This is one of the best Asian ghost movies to emerge in the wake of 1998’s RING, the Japanese hit that launched the J-Horror wave. A co-production between Singapore and Hong Kong, THE EYE looks somewhat superficially similar to RING in terms of plot (it is also about a young woman searching for a solution to a haunting) and style (the ghostly manifestations convey an effective sense of the uncanny), but closer examination reveals that the two films are quite different. Camera angles, editing, and special effects are more flamboyant, offering a few more large-scale thrills, but the story-telling is less assured, stringing together some great set pieces without building up the looming sense of dread that made RING such an effective scare show even though very little overt horror was on display. Fortunately, the dramatic shortcomings are balanced not only by the scare tactics but also by a subtle emotional poignancy that elicits almost as many tears as screams. To resort to a cliche, this is one of those films that works because you care about the characters.
The story follows Mun (Angelica Lee, a.k.a. Lee Sin-Je), a blind violinist In Hong Kong who undergoes a corneal transplant to regain her sight. While adjusting to her new vision, she has trouble accounting for some of the things she sees; her doctors dismiss this as a transitional period while her brain learns to process input from her eyes, but we son realize that Mun is seeing ghosts. And not only ghosts – she also sees strange, black shrouded figures who arrive to transport the souls of the newly dead, including (in one heart-breaking scene) a young girl suffering from brain cancer. Mun’s visions eventually include glimpses of another residence superimposed on her own room, and when she fails to recognize a photograph of herself, she realizes that the reflection she sees in a mirror is not herself but the dead cornea donor, Ling (Chutcha Rujinanon). Mun tracks down Ling’s mother in Thailand and learns that the local residents considered Ling a witch because she could see the future. After her attempts to warn villagers of a lethal fire went unheeded, Ling committed suicide, for which her mother has never forgiven her. Mun affects a reconciliation between mother and daughter, so that Ling’s restless spirit may move on. Returning home, Mun encounters a traffic jam. Frightened by the appearance of hundreds of dark shrouded figures, Mun hurries to warn the drivers of an impending explosion. But will her warnings be taken any more seriously than Ling’s…?
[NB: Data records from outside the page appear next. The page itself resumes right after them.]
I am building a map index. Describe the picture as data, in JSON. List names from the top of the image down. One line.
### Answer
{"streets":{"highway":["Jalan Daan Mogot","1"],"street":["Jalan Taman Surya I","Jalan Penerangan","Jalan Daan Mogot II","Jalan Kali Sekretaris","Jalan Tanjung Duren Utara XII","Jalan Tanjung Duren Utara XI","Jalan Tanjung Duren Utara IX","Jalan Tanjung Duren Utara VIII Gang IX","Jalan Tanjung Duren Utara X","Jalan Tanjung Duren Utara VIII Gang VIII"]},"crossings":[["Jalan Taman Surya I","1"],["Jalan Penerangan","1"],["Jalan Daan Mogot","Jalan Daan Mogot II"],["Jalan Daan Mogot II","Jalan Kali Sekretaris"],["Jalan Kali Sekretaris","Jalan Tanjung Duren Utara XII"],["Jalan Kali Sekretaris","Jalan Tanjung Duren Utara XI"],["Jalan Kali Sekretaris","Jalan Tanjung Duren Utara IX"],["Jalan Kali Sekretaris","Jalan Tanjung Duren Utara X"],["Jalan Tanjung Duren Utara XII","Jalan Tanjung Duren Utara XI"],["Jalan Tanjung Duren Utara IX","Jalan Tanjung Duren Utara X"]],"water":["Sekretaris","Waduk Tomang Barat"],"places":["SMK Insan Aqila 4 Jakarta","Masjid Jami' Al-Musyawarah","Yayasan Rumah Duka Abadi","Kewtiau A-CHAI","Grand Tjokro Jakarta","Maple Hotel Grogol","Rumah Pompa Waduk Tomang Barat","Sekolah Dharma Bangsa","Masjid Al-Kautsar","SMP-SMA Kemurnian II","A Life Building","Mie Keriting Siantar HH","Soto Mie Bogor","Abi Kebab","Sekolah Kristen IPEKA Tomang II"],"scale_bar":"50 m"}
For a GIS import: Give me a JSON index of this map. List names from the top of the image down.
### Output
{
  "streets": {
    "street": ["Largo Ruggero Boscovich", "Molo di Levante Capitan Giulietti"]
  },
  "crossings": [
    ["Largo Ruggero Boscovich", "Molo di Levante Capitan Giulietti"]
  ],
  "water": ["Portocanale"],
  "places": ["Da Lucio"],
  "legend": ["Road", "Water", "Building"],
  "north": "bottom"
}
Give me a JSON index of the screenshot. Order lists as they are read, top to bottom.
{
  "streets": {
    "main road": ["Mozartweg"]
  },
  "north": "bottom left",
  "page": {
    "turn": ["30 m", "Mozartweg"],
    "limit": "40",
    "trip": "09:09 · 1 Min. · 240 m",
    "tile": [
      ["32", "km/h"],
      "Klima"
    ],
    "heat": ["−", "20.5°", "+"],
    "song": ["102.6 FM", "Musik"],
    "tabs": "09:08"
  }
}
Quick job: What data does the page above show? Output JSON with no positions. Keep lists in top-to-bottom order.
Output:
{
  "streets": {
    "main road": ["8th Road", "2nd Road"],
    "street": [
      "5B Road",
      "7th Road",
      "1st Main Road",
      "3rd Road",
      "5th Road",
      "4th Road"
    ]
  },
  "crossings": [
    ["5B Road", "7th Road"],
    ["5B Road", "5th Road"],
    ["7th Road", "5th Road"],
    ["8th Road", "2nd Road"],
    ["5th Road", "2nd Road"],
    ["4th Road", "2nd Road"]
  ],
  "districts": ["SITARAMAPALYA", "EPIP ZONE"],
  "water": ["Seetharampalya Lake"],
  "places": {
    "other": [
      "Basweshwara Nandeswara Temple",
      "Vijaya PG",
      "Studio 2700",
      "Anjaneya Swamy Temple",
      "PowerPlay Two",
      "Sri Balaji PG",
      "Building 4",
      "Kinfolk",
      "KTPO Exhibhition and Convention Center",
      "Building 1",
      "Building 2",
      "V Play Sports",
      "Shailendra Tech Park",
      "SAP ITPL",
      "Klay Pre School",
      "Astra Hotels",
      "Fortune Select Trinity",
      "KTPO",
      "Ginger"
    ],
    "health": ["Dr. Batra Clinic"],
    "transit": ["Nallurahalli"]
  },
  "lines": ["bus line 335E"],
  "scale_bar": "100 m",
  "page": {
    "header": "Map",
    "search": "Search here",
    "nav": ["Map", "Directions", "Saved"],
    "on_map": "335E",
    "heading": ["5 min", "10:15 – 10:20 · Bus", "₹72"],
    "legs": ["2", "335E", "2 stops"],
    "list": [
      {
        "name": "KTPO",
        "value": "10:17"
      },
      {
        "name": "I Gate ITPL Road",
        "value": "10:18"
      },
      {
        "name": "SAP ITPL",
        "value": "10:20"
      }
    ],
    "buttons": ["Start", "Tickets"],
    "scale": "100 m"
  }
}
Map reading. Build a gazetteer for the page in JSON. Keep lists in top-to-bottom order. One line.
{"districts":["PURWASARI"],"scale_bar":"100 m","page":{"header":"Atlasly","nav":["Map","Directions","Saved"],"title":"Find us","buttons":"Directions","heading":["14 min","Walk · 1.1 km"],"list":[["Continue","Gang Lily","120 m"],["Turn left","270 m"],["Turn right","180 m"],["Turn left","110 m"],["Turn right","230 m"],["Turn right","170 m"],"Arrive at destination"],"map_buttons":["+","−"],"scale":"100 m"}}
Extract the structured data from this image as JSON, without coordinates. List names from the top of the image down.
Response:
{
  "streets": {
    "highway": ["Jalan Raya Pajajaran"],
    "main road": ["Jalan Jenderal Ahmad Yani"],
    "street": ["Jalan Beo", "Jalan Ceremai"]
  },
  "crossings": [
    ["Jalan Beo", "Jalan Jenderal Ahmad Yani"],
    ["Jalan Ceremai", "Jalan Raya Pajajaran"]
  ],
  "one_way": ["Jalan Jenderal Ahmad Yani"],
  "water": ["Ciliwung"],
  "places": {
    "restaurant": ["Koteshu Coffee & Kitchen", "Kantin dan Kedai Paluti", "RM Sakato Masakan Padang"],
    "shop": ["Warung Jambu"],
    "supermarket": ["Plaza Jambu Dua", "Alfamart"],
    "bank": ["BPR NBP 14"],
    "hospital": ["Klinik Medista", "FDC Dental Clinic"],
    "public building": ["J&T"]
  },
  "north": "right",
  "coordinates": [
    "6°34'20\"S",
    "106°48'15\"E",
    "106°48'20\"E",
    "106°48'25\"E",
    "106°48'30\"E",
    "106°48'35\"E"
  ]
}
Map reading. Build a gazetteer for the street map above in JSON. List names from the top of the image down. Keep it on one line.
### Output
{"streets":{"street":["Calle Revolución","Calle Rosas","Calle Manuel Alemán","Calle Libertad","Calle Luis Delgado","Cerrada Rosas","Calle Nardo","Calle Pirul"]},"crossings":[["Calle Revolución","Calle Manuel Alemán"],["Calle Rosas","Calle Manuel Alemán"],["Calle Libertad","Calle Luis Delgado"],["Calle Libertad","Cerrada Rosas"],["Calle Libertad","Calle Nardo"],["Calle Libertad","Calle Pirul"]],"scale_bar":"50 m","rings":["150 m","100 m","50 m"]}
The great coup of THE EYE resides in the in wonderfully eerie premise: a woman sees dead people, but she does not know what she is seeing, because vision is new to her. This puts a slightly different spin on the usual skepticism expressed by the doctors around Mun, who attribute her visions not to mental illness but to her unfamiliarity with being able to see.
The screenplay does a fine job of setting up the story and introducing us to the main character, who then holds our attention for the rest of the film (thanks in large part to a sympathetic performance from Angelica Lee). The first-person approach (keeping Mun at center stage and revealing the action through her eyes, if you will) helps hold the set pieces together. More than that, it creates a powerful audience identifation bound, so that the emotional impact of events on Mun is strongly felt, whether they be the appearnces of ghosts or the death of another patient in the hospital.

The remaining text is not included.